▶ [Available records]

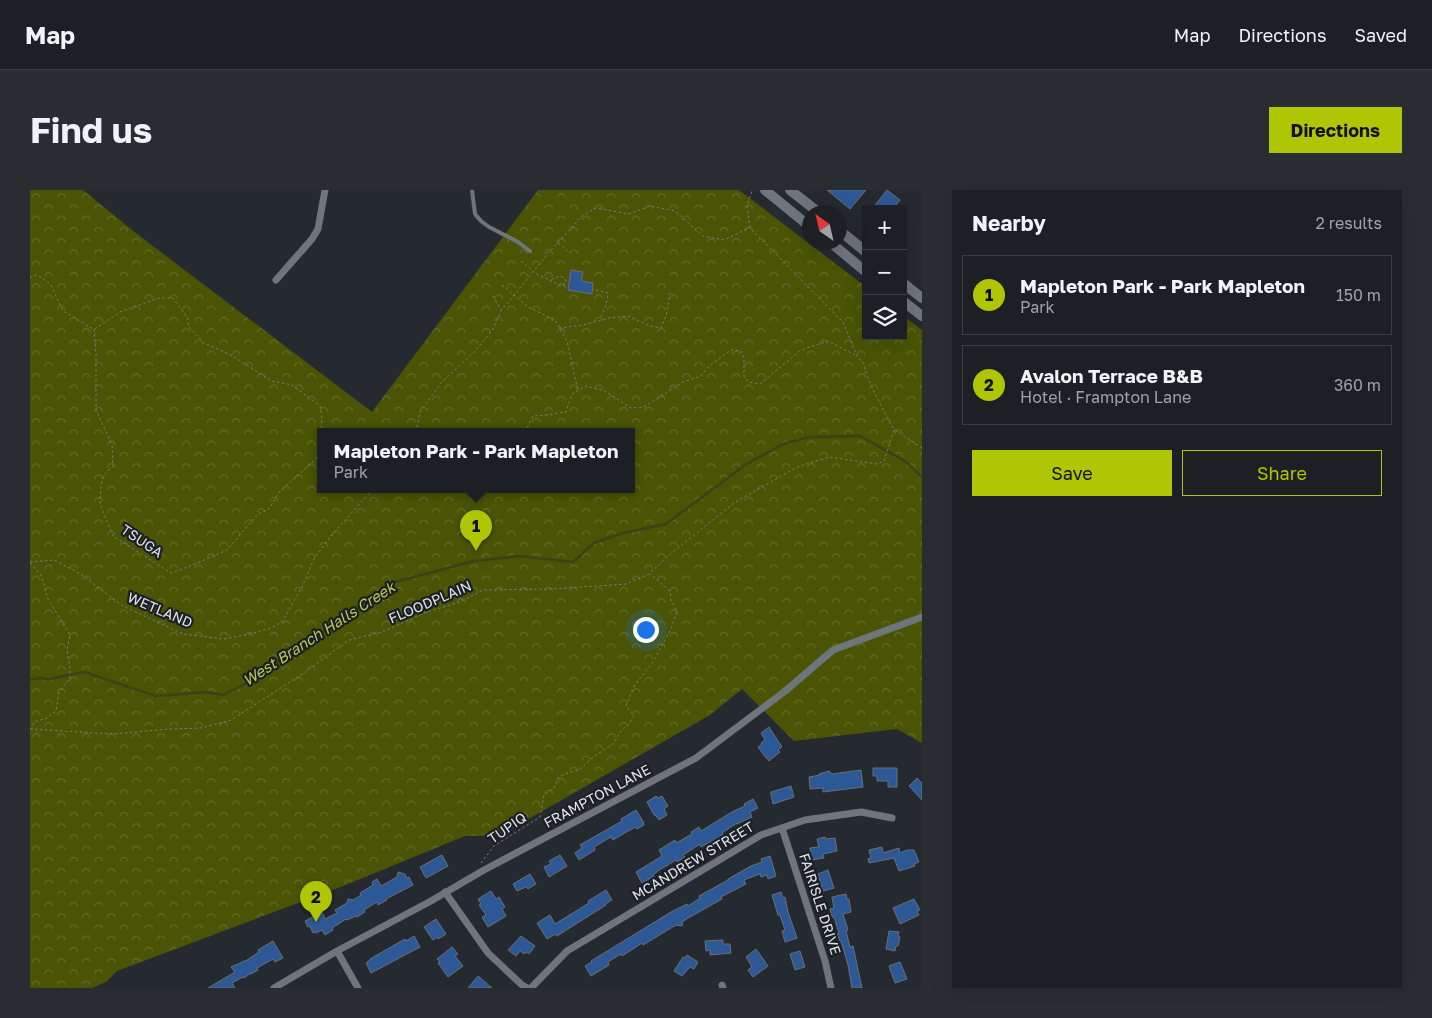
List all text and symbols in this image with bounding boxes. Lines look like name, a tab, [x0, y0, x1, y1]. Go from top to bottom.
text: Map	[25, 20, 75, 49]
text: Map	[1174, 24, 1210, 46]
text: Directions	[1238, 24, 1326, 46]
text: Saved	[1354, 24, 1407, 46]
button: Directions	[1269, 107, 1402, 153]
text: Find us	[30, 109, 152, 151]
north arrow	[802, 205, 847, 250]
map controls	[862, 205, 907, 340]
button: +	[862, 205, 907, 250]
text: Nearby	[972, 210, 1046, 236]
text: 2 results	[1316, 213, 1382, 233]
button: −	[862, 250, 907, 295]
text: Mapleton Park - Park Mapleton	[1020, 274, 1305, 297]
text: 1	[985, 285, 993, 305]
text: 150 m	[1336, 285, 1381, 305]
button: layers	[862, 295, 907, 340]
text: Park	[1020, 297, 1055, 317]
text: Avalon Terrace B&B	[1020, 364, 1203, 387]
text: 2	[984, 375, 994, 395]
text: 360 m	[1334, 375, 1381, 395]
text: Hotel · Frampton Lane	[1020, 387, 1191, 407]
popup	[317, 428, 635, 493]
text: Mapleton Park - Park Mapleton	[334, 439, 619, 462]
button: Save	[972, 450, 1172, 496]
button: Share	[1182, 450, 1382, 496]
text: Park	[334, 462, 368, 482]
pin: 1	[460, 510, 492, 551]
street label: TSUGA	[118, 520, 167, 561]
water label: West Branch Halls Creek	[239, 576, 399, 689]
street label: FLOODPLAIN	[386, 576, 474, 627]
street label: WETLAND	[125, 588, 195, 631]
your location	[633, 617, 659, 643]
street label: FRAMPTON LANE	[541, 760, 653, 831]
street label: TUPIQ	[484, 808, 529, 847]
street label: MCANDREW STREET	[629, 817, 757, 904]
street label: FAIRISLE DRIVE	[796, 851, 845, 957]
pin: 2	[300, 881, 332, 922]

...

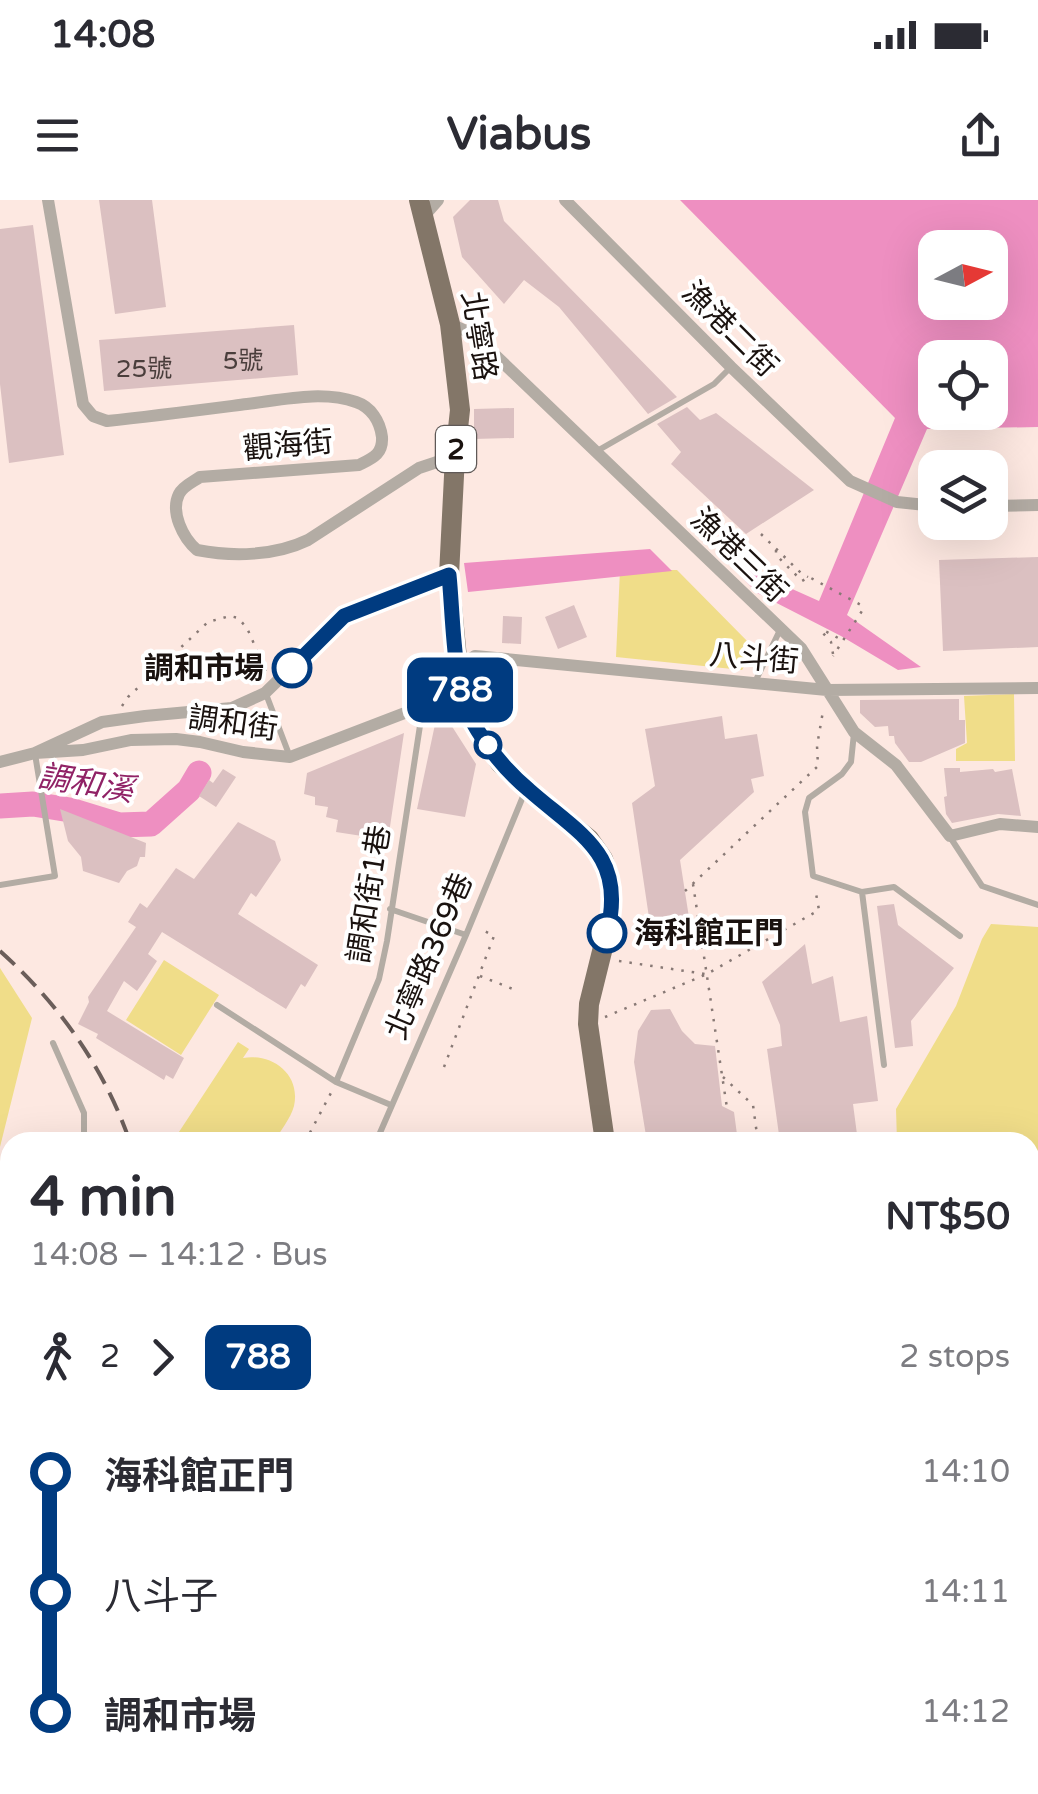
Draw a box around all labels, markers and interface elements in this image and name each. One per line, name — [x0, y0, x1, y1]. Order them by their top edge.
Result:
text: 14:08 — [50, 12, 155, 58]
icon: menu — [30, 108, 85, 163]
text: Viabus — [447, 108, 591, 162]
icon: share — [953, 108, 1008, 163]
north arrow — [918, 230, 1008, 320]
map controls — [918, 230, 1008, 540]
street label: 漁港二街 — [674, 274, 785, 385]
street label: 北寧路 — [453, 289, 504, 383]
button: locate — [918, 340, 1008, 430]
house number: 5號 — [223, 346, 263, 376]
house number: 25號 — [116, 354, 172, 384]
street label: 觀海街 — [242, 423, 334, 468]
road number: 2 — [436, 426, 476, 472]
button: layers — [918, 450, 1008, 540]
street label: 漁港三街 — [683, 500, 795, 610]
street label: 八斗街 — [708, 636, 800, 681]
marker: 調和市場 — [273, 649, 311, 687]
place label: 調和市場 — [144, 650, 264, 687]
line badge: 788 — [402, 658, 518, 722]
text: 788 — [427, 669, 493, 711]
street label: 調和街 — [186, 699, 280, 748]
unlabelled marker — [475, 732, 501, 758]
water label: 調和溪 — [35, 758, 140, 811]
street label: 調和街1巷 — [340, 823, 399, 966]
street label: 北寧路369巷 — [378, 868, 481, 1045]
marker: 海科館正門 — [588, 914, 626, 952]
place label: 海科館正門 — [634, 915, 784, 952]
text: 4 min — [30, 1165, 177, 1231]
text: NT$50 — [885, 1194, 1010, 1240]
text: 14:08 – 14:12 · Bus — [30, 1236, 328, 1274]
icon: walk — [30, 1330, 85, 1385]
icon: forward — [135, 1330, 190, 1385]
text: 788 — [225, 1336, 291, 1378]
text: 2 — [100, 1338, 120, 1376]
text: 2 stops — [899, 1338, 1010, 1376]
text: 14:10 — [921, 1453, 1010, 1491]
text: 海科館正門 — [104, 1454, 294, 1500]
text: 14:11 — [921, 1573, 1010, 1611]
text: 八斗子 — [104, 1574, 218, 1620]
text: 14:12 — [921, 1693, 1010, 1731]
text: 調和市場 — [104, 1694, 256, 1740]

--

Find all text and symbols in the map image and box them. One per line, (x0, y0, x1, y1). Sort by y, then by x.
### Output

▶ [What is required] Wherever "them" turns up in the records, copy the whole line.

▶ [Exercise output]
Draw a box around all labels, markers and interface elements in this image and name each. One per line, name — [x0, y0, x1, y1]. Order them by their top edge.
Find all text and symbols in the map image and box them. One per line, (x0, y0, x1, y1). Sort by y, then by x.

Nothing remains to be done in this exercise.